START Source data

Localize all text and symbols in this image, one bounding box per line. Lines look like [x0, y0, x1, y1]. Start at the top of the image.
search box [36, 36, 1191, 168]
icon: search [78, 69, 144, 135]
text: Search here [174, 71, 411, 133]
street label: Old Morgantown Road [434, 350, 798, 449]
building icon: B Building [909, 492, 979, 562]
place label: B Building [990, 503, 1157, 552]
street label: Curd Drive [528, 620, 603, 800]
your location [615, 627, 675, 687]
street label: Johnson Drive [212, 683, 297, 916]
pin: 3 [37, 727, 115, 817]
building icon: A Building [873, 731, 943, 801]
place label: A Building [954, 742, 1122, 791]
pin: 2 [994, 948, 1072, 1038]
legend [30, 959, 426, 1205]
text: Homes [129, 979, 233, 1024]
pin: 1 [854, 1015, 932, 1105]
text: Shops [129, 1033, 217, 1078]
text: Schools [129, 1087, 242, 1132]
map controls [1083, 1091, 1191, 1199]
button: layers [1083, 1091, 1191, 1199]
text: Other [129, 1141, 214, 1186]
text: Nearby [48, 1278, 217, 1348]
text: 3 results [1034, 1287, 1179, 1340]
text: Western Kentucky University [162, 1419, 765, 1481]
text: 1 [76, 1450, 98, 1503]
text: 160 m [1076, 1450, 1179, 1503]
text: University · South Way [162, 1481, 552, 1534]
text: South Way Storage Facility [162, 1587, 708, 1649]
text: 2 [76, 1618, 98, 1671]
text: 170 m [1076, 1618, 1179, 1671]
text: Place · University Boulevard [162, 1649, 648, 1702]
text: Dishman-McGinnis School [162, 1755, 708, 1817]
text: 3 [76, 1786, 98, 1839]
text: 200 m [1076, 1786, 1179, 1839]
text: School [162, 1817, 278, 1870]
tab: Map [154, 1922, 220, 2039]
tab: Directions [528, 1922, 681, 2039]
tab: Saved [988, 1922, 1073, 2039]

END Source data

• **Work order**
Exactly as written above, please repeat the entries.

• **Result**
Localize all text and symbols in this image, one bounding box per line. Lines look like [x0, y0, x1, y1]. Start at the top of the image.
search box [36, 36, 1191, 168]
icon: search [78, 69, 144, 135]
text: Search here [174, 71, 411, 133]
street label: Old Morgantown Road [434, 350, 798, 449]
building icon: B Building [909, 492, 979, 562]
place label: B Building [990, 503, 1157, 552]
street label: Curd Drive [528, 620, 603, 800]
your location [615, 627, 675, 687]
street label: Johnson Drive [212, 683, 297, 916]
pin: 3 [37, 727, 115, 817]
building icon: A Building [873, 731, 943, 801]
place label: A Building [954, 742, 1122, 791]
pin: 2 [994, 948, 1072, 1038]
legend [30, 959, 426, 1205]
text: Homes [129, 979, 233, 1024]
pin: 1 [854, 1015, 932, 1105]
text: Shops [129, 1033, 217, 1078]
text: Schools [129, 1087, 242, 1132]
map controls [1083, 1091, 1191, 1199]
button: layers [1083, 1091, 1191, 1199]
text: Other [129, 1141, 214, 1186]
text: Nearby [48, 1278, 217, 1348]
text: 3 results [1034, 1287, 1179, 1340]
text: Western Kentucky University [162, 1419, 765, 1481]
text: 1 [76, 1450, 98, 1503]
text: 160 m [1076, 1450, 1179, 1503]
text: University · South Way [162, 1481, 552, 1534]
text: South Way Storage Facility [162, 1587, 708, 1649]
text: 2 [76, 1618, 98, 1671]
text: 170 m [1076, 1618, 1179, 1671]
text: Place · University Boulevard [162, 1649, 648, 1702]
text: Dishman-McGinnis School [162, 1755, 708, 1817]
text: 3 [76, 1786, 98, 1839]
text: 200 m [1076, 1786, 1179, 1839]
text: School [162, 1817, 278, 1870]
tab: Map [154, 1922, 220, 2039]
tab: Directions [528, 1922, 681, 2039]
tab: Saved [988, 1922, 1073, 2039]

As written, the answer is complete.